- _WHAT THIS TASK INVOLVES_
With the entries below as the source, tally the lines that contain the string "linejoin" and give the number only.
====== DATA IN THIS EXERCISE
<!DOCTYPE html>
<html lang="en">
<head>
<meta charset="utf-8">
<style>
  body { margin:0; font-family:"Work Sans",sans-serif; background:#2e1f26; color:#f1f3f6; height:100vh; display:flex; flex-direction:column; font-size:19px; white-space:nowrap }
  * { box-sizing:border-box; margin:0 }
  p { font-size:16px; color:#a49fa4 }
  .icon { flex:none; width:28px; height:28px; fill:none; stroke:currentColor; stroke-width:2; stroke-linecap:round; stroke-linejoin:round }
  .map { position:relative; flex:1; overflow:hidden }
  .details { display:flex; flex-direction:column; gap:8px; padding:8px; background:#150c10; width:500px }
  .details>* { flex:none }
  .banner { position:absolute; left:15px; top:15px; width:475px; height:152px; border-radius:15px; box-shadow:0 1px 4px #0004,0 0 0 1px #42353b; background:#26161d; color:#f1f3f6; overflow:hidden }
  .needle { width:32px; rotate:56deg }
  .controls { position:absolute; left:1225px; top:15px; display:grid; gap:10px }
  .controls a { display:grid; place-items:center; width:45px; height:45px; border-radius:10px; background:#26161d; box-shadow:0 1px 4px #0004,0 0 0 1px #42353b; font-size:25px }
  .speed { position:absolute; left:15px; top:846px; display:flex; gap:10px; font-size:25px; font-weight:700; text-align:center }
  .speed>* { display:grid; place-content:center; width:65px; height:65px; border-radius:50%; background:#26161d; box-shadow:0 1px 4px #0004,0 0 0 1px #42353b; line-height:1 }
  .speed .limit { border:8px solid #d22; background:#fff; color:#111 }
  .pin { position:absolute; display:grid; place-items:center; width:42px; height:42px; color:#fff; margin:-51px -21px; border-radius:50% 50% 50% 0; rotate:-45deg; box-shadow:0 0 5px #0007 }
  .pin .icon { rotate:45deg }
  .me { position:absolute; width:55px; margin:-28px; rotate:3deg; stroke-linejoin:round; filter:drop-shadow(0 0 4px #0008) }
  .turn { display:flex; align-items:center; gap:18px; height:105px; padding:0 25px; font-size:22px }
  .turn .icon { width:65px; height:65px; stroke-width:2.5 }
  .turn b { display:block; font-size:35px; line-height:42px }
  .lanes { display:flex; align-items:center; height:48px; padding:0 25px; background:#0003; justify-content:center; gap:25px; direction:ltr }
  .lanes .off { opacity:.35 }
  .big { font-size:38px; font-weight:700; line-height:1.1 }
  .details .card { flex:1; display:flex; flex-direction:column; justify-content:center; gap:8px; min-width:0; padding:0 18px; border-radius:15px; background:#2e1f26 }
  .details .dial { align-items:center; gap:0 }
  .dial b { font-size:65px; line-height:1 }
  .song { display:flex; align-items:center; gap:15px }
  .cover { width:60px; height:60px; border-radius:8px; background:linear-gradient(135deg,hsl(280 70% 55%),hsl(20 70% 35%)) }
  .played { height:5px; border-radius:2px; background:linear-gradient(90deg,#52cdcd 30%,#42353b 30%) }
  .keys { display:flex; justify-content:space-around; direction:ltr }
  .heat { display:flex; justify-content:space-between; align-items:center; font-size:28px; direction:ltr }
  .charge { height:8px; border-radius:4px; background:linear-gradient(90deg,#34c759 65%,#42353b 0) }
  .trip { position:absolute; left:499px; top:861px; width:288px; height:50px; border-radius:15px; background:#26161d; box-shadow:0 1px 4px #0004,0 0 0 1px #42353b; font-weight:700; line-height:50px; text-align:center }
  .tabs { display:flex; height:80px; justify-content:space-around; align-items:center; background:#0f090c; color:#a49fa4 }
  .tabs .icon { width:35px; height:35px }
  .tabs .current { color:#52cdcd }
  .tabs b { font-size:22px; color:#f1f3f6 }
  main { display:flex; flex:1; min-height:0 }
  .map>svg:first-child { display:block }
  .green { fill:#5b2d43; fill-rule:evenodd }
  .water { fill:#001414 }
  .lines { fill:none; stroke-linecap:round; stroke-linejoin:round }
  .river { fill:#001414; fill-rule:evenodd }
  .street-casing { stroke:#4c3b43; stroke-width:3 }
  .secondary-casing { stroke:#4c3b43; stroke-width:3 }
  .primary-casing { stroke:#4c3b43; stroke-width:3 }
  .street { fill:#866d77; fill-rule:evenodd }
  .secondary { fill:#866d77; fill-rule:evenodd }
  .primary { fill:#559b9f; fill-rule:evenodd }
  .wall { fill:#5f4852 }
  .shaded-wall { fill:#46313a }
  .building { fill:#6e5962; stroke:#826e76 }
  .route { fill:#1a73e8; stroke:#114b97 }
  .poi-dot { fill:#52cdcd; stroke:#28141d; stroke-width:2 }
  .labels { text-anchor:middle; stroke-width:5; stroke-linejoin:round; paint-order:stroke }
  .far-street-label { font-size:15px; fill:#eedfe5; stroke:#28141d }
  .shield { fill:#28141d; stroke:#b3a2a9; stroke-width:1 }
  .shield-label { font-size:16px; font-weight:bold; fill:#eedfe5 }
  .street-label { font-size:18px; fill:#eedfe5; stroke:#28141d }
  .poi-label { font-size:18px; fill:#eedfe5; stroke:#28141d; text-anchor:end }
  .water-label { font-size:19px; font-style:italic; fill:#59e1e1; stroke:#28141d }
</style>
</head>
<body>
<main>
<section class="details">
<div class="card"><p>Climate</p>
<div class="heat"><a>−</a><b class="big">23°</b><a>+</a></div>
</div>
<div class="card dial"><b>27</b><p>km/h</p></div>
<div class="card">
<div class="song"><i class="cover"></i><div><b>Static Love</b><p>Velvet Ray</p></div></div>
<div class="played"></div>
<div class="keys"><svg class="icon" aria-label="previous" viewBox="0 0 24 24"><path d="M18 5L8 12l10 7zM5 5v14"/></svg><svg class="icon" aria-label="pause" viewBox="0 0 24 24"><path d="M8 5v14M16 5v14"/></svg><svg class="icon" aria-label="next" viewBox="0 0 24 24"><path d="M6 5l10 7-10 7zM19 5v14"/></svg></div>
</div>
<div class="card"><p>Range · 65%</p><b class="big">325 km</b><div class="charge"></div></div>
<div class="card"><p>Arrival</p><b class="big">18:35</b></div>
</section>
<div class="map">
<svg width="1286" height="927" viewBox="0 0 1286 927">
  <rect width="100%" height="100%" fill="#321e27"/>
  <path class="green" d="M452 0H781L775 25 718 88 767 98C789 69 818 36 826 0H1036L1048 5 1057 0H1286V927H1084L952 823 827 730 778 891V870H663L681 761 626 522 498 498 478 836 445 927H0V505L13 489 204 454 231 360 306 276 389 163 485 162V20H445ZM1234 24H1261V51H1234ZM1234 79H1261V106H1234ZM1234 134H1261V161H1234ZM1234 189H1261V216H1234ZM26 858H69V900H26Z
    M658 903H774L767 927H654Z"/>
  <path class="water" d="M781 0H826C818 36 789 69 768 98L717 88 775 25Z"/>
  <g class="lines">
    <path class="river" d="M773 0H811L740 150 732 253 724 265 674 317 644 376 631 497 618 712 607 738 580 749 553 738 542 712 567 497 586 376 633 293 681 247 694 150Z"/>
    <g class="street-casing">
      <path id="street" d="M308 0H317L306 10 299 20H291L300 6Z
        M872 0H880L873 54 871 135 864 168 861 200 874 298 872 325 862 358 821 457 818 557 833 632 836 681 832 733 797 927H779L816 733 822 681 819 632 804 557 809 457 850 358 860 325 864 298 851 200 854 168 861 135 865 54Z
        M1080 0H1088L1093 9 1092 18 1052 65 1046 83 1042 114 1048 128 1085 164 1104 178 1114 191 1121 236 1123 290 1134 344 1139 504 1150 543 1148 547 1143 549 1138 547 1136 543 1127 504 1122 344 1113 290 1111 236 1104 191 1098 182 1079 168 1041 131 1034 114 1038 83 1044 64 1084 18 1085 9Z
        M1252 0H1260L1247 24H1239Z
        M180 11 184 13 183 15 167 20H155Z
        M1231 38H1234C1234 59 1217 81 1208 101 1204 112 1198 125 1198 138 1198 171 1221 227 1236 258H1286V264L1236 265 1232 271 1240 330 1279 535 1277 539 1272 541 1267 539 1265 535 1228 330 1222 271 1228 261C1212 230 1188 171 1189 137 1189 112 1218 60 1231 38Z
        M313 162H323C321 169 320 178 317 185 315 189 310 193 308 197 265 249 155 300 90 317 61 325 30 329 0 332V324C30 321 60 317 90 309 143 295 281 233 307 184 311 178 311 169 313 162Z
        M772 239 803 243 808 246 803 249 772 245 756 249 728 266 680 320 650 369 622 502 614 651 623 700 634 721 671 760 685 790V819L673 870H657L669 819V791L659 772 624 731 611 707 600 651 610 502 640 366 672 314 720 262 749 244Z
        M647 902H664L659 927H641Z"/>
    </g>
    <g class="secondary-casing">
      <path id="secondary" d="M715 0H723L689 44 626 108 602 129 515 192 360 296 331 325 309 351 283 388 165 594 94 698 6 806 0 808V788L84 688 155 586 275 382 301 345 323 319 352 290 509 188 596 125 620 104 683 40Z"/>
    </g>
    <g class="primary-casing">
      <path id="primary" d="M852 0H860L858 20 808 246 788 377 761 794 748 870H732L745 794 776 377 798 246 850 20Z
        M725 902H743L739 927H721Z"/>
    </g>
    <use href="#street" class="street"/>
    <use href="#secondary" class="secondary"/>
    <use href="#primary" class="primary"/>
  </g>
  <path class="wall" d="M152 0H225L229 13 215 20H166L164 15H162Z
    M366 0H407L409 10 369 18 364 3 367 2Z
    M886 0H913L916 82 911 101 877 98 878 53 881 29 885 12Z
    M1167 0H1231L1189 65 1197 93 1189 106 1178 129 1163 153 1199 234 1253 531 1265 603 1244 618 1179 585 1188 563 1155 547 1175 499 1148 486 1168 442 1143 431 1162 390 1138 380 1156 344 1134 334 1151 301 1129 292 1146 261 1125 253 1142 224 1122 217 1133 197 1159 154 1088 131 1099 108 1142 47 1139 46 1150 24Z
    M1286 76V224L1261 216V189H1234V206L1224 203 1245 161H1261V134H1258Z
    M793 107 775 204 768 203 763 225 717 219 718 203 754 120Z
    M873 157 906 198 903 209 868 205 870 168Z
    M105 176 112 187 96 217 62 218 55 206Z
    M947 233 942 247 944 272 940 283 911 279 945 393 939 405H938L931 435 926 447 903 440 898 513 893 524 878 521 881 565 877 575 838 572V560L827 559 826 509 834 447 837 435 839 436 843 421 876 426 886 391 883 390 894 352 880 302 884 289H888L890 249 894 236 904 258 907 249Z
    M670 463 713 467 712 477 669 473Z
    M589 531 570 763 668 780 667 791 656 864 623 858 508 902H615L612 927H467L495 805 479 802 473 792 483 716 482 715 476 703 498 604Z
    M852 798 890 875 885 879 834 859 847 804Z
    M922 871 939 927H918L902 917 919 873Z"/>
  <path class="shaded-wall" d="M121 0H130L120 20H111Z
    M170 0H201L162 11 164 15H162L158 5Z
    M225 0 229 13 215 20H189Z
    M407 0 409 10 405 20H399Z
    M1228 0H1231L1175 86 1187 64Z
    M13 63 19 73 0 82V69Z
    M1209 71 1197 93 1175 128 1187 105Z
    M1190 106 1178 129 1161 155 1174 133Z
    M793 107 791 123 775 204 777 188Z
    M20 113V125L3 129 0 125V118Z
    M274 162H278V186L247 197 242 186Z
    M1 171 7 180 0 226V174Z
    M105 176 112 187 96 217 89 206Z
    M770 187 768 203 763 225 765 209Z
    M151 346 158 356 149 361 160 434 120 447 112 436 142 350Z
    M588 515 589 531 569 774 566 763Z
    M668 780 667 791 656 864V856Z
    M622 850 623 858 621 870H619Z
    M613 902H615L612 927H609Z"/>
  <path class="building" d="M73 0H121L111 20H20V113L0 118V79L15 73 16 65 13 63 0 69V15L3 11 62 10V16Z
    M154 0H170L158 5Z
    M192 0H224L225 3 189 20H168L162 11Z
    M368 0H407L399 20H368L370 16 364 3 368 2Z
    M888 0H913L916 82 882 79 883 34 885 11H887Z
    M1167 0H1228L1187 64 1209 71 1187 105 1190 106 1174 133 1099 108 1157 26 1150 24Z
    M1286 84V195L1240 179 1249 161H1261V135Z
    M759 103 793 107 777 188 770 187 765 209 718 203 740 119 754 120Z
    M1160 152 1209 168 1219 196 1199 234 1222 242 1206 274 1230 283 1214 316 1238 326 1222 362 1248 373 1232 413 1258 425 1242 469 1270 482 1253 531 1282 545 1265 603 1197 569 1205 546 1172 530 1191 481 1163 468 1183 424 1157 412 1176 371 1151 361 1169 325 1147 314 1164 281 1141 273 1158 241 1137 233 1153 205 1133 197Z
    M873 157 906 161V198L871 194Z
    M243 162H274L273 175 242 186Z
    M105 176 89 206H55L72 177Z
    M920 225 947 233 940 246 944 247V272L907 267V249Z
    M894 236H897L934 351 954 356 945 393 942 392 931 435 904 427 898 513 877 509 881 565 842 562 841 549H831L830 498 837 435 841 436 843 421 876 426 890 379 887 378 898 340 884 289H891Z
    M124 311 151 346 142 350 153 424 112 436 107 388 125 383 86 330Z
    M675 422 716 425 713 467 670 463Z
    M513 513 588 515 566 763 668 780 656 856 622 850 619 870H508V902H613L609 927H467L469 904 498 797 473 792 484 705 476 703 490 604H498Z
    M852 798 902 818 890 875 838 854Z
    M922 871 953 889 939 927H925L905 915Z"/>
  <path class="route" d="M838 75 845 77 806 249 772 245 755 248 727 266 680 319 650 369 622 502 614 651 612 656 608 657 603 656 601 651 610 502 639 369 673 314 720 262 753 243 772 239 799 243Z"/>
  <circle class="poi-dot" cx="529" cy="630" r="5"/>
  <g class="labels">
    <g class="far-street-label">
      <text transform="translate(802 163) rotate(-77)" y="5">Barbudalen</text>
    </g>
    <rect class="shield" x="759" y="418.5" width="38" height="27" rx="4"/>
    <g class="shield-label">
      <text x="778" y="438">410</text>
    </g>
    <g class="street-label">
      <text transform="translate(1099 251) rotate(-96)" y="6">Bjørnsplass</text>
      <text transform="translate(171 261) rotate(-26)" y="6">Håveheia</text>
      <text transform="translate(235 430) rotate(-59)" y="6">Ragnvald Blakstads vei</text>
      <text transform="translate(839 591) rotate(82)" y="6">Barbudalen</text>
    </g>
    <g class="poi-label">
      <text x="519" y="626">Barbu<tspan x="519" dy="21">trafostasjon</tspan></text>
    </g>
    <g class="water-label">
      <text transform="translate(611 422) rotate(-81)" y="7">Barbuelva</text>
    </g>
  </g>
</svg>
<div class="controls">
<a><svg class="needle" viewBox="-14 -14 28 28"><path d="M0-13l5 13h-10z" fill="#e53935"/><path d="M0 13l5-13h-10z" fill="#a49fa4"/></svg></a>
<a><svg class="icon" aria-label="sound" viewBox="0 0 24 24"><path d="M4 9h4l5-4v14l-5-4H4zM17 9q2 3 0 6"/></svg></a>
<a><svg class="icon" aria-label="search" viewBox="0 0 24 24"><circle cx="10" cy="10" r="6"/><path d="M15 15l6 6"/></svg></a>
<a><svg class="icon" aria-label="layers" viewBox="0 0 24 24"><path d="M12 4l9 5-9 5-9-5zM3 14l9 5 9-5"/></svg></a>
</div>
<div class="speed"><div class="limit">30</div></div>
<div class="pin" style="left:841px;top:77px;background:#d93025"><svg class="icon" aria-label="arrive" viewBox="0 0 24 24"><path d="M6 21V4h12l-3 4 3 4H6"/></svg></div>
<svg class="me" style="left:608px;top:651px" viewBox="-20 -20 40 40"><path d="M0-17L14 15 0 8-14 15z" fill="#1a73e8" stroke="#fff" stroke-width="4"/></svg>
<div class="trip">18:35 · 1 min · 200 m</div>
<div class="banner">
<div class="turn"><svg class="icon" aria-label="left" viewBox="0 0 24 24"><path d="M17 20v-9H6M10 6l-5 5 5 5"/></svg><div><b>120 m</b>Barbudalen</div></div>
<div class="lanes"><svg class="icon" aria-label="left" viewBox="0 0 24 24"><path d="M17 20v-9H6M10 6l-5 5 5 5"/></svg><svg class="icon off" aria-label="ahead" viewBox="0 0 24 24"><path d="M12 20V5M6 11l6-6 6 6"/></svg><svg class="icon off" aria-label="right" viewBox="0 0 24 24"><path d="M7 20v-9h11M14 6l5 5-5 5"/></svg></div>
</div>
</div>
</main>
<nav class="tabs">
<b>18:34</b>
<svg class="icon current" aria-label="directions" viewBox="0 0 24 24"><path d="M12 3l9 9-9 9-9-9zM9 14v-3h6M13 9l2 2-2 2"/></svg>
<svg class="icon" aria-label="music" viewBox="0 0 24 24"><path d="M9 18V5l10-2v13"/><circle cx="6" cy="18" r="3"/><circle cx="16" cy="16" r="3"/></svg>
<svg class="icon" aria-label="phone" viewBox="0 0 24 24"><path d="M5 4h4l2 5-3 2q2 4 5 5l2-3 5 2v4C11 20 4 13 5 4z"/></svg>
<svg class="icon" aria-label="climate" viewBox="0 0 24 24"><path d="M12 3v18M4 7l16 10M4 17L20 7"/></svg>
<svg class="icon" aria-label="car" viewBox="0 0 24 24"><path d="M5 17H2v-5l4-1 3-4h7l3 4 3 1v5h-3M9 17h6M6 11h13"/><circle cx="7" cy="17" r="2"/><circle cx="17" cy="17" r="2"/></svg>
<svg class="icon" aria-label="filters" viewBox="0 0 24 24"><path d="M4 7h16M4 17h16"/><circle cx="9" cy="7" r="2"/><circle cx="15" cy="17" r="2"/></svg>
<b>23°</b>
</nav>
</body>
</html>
============
- _COMPLETED TASK_
4